◆ ACTION ITEM: Would you return the records below character for character, without any images?

* * * *

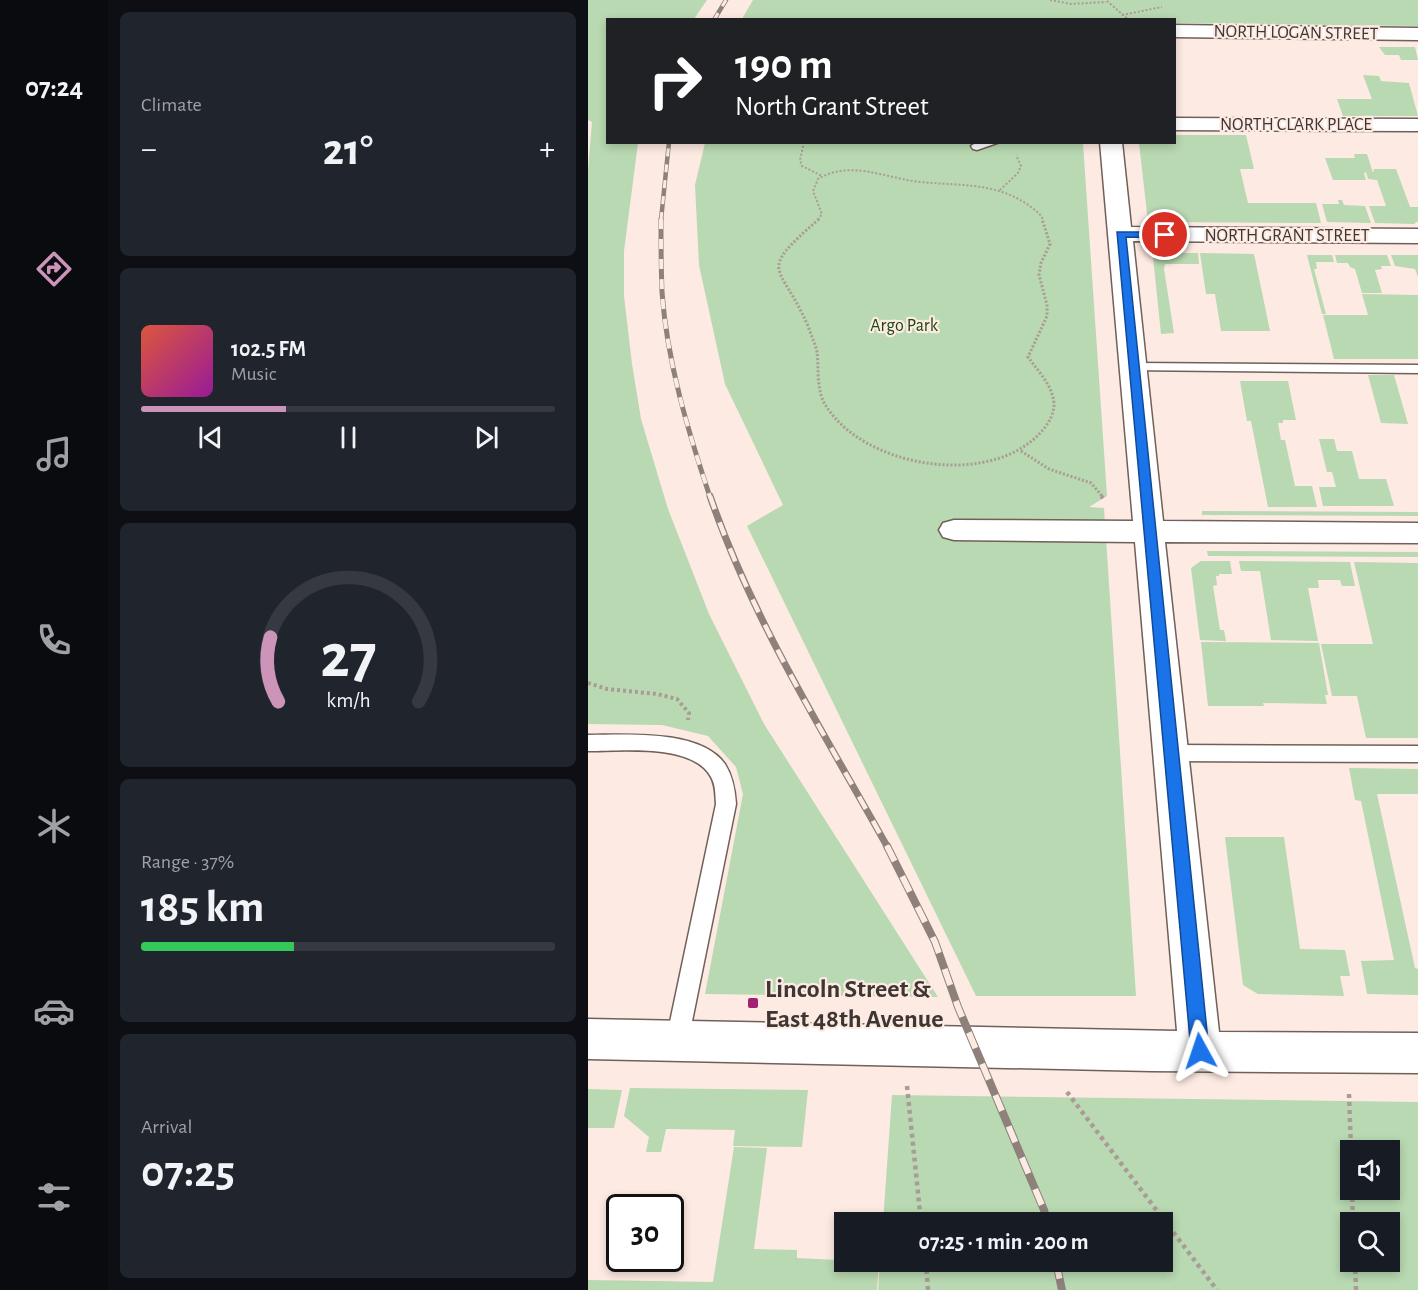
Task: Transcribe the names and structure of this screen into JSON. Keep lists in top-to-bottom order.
{
  "streets": {
    "street": ["NORTH LOGAN STREET", "NORTH CLARK PLACE", "NORTH GRANT STREET"]
  },
  "parks": ["Argo Park"],
  "places": {
    "transit": ["Lincoln Street & East 48th Avenue"]
  },
  "page": {
    "tabs": "07:24",
    "tile": [
      "Climate",
      ["Range · 37%", "185 km"],
      ["Arrival", "07:25"]
    ],
    "turn": ["190 m", "North Grant Street"],
    "heat": ["−", "21°", "+"],
    "song": ["102.5 FM", "Music"],
    "limit": "30",
    "trip": "07:25 · 1 min · 200 m",
    "gauge": ["27", "km/h"]
  }
}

* * * *

◆ OUTPUT BELOW:
Task: Transcribe the names and structure of this screen into JSON. Keep lists in top-to-bottom order.
{
  "streets": {
    "street": ["NORTH LOGAN STREET", "NORTH CLARK PLACE", "NORTH GRANT STREET"]
  },
  "parks": ["Argo Park"],
  "places": {
    "transit": ["Lincoln Street & East 48th Avenue"]
  },
  "page": {
    "tabs": "07:24",
    "tile": [
      "Climate",
      ["Range · 37%", "185 km"],
      ["Arrival", "07:25"]
    ],
    "turn": ["190 m", "North Grant Street"],
    "heat": ["−", "21°", "+"],
    "song": ["102.5 FM", "Music"],
    "limit": "30",
    "trip": "07:25 · 1 min · 200 m",
    "gauge": ["27", "km/h"]
  }
}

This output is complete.